Der Einsatz der Polizei im Mundloch des Q-Blocks war aus Sicht des Vereins unnötig, weil es innerhalb des Blocks zu diesem Zeitpunkt keinen Anlass für einen Einsatz gab. Ordner, Fanbeauftragte sowie Fanprojekt vor Ort wurden aufgrund der fehlenden Kommunikation der Polizei über ihren Einsatz hiervon sogar überrascht. Der Einsatz der Polizei wirkte so nicht deeskalierend, sondern generierte einen eigenen, neuen Konflikt. Kritisch wird zudem der Einsatz von Pfefferspray in der Nähe des Zuschauerbereichs gesehen, dieser hatte Verletzungen von Unbeteiligten und eines Mitarbeiters zur Folge und das Potenzial, zu einer noch größeren Unruhe unter den unbeteiligten Zuschauern zu führen.

Bei den Heimspielen, insbesondere jenen mit höherem Zuschaueraufkommen, werden vom vereinseigenen Ordnungsdienst aus Gründen des Personalmangels auch zusätzlich Kräfte eines externen Dienstleisters eingesetzt. Dieser Umstand spielte bei den Geschehnissen am Freitagabend nach bisherigen Erkenntnissen keine Rolle. Grundsätzlich gilt hier: An den Ordnerpositionen werden sowohl eigene als auch externe Kräfte eingesetzt, um eine möglichst reibungslose Arbeit zu ermöglichen. Im Zuge des Qualitätsmanagements werden bei negativem Feedback auch Ordner ausgetauscht bzw. nicht mehr eingesetzt, diese Prüfung wird der Ordnungsdienst auf Basis der Ereignisse vom Freitag noch einmal intensivieren.
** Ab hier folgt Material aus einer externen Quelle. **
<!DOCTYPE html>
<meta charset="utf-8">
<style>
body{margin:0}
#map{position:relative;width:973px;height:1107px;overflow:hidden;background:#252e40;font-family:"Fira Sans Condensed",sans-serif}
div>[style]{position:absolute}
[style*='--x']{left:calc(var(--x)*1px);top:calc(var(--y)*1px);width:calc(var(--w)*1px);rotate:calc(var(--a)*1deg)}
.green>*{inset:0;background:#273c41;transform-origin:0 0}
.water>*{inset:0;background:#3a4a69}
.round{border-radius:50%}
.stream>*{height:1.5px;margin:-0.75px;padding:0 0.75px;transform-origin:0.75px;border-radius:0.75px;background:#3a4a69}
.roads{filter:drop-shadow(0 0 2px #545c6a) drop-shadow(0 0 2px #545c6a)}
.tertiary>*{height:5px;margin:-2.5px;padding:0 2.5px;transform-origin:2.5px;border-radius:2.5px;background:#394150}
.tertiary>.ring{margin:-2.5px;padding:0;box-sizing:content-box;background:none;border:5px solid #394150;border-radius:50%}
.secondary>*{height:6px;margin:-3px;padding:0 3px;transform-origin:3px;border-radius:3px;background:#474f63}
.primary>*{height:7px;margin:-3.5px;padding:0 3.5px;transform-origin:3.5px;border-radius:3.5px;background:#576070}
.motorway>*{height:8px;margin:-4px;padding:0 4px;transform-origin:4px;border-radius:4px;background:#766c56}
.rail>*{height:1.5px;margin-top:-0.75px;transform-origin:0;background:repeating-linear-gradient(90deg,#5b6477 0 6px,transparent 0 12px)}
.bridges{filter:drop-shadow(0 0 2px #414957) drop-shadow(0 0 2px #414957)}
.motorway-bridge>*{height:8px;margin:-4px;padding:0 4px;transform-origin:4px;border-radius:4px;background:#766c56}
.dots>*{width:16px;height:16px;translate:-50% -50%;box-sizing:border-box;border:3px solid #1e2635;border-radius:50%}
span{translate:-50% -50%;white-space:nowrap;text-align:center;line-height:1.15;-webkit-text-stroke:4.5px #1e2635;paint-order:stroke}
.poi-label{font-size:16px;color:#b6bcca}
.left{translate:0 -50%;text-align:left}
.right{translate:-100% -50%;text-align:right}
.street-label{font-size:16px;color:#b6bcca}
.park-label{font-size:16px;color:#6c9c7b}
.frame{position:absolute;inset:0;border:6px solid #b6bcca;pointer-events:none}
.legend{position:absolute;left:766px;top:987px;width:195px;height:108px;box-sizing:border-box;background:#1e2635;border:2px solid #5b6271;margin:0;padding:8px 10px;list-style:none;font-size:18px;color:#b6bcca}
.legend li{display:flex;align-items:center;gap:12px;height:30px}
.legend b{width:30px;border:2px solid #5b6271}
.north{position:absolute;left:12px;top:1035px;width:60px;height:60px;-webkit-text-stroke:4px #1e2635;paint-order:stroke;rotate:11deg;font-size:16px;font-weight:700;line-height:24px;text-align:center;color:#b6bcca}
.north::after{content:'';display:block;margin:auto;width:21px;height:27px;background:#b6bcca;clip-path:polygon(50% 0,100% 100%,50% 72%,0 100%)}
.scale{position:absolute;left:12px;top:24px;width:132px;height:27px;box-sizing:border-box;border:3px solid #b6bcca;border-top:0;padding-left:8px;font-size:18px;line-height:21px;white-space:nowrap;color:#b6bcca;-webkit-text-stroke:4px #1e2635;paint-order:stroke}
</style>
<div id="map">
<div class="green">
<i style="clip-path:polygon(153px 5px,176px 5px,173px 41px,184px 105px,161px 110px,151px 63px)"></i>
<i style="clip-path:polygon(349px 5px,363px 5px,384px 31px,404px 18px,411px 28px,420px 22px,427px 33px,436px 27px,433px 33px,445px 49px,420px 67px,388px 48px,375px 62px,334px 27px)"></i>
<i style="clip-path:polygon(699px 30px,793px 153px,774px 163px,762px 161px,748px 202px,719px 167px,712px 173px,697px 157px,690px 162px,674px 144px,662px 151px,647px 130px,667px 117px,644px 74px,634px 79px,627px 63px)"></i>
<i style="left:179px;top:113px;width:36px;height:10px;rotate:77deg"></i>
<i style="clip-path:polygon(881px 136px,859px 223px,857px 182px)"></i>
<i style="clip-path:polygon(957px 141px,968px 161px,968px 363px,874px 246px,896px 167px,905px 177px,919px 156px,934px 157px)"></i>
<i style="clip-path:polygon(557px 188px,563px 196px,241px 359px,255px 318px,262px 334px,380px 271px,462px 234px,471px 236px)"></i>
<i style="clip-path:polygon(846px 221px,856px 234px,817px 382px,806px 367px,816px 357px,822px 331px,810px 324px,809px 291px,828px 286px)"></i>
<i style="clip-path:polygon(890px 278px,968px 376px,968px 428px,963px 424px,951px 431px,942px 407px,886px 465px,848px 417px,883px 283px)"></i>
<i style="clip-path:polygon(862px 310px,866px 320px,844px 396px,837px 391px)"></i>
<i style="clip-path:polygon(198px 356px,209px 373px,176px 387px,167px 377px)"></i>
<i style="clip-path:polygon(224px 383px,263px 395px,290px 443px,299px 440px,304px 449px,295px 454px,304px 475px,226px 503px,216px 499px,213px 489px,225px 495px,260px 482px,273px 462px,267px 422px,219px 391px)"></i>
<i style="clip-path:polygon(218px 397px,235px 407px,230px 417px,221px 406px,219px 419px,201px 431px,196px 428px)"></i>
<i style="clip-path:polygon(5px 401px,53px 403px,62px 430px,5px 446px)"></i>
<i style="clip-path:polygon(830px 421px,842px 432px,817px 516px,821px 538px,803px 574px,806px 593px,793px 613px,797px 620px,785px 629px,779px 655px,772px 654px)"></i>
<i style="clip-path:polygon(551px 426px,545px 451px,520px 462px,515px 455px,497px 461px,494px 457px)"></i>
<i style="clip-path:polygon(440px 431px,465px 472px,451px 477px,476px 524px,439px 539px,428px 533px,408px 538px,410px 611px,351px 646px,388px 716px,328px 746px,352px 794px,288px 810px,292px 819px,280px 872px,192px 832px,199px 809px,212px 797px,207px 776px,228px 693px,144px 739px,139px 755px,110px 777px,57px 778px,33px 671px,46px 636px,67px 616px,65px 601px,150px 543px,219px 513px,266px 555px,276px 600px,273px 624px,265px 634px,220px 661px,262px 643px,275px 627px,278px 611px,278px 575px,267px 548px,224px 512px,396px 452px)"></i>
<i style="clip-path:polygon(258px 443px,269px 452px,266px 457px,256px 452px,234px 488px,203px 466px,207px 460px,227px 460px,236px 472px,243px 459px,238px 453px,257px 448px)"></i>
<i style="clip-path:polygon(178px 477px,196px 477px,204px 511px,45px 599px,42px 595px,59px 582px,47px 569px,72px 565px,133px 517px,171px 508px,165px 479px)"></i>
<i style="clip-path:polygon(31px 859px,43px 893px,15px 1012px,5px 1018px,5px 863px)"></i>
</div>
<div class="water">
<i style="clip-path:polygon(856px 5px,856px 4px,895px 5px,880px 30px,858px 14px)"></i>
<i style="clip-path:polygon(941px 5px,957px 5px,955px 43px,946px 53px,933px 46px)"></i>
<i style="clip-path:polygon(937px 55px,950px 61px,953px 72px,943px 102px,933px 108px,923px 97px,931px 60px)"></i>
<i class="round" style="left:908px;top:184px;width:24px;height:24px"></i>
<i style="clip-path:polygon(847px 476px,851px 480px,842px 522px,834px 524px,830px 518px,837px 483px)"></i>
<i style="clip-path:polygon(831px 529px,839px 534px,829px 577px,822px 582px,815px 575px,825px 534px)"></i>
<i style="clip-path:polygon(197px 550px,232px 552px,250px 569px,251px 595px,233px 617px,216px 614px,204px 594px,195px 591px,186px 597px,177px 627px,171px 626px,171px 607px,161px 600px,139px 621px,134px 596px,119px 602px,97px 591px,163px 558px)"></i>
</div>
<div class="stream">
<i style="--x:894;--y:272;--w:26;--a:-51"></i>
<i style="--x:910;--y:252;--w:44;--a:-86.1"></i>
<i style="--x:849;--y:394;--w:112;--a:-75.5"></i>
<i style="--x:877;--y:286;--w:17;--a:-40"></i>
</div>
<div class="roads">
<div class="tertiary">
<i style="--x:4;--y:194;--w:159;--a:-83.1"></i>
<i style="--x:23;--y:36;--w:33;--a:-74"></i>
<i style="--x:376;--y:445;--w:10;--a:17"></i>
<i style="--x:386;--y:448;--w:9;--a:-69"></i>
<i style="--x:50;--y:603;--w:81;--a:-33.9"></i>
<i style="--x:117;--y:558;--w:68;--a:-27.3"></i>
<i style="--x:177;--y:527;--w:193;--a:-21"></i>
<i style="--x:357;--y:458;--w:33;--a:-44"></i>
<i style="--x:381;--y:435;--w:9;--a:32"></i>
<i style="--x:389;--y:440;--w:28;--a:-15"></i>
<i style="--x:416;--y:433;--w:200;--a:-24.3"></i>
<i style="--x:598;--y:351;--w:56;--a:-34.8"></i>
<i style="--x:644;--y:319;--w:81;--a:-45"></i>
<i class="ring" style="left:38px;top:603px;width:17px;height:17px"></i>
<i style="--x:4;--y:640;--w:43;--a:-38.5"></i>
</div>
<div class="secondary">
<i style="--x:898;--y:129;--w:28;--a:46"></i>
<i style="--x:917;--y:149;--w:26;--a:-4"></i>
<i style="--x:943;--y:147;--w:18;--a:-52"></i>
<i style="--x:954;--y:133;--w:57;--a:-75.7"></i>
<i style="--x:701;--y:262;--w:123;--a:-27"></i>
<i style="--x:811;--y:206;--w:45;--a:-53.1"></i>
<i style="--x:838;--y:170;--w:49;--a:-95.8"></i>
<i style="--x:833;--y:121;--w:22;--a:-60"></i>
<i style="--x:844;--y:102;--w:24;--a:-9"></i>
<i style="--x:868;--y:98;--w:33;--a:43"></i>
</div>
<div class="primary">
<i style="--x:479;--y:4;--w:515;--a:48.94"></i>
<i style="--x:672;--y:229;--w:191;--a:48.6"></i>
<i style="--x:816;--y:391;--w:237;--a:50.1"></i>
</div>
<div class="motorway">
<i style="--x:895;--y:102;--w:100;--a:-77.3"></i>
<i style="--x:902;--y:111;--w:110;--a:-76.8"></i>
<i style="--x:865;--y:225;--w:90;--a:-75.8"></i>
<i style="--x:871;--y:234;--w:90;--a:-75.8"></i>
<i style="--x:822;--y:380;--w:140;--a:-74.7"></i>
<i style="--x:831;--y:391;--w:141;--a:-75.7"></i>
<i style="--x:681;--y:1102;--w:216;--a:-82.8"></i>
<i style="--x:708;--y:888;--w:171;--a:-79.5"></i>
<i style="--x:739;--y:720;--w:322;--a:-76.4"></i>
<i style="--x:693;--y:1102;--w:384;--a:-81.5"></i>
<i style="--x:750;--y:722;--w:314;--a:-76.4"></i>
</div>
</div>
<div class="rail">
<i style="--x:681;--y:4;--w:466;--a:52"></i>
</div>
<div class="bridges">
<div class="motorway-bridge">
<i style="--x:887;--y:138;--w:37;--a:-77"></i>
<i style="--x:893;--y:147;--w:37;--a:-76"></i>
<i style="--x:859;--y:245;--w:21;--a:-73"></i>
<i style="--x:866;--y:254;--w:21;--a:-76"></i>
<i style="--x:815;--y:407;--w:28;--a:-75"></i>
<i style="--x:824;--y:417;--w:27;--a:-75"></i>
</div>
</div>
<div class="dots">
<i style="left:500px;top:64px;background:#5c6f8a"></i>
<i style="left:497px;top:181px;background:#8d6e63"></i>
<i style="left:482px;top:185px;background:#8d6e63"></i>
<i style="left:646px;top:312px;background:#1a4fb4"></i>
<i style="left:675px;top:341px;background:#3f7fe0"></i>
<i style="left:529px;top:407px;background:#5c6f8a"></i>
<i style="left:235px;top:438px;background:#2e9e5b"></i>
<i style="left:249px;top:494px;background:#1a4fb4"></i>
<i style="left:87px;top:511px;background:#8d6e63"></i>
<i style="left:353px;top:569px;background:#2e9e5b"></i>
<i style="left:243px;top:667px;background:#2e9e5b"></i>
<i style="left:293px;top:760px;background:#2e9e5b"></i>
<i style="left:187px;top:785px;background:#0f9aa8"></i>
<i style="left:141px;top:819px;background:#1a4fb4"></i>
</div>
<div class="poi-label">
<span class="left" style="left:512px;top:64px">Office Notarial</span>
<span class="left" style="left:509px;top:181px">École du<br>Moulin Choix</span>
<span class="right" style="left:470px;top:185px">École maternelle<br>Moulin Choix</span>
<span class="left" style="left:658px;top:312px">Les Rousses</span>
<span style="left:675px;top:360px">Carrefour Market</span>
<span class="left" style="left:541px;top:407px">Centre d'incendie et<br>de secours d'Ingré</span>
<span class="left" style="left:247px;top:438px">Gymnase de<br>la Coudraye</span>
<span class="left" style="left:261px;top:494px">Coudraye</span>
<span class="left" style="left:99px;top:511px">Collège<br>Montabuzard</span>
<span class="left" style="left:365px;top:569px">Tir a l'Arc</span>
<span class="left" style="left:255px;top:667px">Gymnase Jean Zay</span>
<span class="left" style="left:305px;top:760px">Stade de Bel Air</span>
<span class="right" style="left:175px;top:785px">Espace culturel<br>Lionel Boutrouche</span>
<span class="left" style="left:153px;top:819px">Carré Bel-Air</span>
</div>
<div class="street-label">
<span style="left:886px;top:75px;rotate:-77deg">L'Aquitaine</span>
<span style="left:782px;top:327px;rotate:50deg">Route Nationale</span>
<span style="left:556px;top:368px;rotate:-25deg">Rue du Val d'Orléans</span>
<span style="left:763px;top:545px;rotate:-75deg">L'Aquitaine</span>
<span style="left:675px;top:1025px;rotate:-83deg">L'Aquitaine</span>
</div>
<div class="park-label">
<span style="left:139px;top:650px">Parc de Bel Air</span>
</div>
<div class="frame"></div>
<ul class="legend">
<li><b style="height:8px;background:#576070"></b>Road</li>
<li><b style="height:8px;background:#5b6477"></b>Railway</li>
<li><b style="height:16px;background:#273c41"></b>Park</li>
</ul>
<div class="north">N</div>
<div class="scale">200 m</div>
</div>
Verein, Polizei, Ordnungsdienst und Fanprojekt haben sich in gemeinsamen Sitzungen unmittelbar nach Spielende und zu Beginn der Woche kritisch mit den Geschehnissen auseinandergesetzt und werden die Erkenntnisse in die Sicherheitsplanungen für die künftigen Heimspiele einfließen lassen. Ausdrücklich wurde von der Polizeieinsatzleitung die Zusammenarbeit am Spieltag mit Fanbetreuung, Fanprojekt und Ordnungsdienst gelobt.

Fans können sich weiterhin an den Verein wenden

Wir bedauern, dass es zu diesen Vorfällen gekommen ist. Über die Fanbeauftragten, die Mailadresse [email protected] oder die Service-Hotline 06131/37550-0 können sich Fans diesbezüglich weiter an den Verein wenden.

Mainz 05 sieht die Vorfälle des vergangenen Spieltags vor dem Hintergrund des in den vergangenen Jahren konstruktiven Miteinanders als Einzelereignis und wendet sich gegen eine pauschale Verurteilung von Gruppen, die an diesem Konflikt beteiligt waren. Der Verein wird entsprechend positiv auf alle Gruppen einwirken, damit sich ein derartiges Ereignis nicht wiederholt und wir auch weiterhin gemeinsam positiv stimmungsvolle und sichere Heimspiele feiern können.